On Friday, the Bundestag (parliament) in Berlin voted for a “rescue package” for Greece after a heated debate, with 390 votes for, 72 against and 139 abstentions. The parliamentary factions voting for the package included the CDU / CSU (Christian Democratic Union / Christian Social Union, FDP (Free Democratic Party) and the Greens...
Under the legislation presented by the government, the federally-owned KfW Bank would provide Greece with 22.4 billion euros in credit over the next three years. In total, the EU and the International Monetary Fund (IMF) are to provide Greece with 110 billion euros.
However not one cent of this money will benefit the impoverished people of Greece. Instead it will be used to refinance loans that were given to Greece. The banks and speculators had drastically raised their interest rates following Greek government bonds being classified as “junk” (high-risk investments) by the rating agencies. Now the EU and the IMF have jumped in to guarantee the banks their fat profits and save them from writing off some of their loans.

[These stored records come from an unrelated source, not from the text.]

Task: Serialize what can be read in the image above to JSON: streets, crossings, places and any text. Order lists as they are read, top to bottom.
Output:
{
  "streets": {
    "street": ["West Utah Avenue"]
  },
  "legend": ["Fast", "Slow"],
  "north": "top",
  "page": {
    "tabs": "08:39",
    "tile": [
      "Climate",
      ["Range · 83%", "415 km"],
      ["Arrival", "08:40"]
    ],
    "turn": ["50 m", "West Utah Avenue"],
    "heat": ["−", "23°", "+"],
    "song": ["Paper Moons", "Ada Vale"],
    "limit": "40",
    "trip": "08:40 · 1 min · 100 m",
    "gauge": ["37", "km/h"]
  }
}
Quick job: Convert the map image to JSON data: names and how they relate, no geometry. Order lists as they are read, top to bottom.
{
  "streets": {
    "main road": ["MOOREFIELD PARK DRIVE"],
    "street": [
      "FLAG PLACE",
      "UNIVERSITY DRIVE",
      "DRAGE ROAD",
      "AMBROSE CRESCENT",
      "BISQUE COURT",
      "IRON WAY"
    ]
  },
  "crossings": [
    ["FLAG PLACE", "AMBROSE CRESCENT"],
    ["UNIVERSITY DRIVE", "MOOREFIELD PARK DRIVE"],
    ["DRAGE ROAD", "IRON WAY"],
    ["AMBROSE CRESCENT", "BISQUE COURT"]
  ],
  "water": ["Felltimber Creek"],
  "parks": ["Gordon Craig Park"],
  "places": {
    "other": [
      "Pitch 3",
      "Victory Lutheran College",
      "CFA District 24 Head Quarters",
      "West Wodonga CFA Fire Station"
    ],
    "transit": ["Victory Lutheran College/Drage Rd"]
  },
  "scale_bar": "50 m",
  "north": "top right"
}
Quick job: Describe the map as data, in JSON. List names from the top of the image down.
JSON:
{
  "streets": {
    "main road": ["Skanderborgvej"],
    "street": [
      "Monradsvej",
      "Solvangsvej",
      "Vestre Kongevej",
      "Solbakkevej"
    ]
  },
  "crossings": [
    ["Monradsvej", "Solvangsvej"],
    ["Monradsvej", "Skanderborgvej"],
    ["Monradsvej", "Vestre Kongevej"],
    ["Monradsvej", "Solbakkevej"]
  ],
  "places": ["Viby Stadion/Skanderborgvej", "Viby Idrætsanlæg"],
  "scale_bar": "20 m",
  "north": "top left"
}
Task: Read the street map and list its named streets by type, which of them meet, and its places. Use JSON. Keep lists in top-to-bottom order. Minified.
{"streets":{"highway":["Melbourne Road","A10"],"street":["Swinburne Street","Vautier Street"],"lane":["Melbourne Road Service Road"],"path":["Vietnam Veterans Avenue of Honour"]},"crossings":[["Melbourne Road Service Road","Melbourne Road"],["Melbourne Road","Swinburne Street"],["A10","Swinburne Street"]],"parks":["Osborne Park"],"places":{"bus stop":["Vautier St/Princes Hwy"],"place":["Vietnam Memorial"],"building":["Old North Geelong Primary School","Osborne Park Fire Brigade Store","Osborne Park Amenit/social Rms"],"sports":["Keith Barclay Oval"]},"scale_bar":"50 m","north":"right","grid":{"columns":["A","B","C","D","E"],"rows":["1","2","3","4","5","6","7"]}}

According to a report in the New York Times, about 80 percent of the total credit packet (about €90 billion) will flow directly to the German, French and other foreign banks, which are creditors of the Greek debt. Jean-Paul Fitoussi, an economics professor at the Institut d’Etudes Politiques in Paris said that the emergency plan for Greece was an “indirect bailout for the French and German banks”.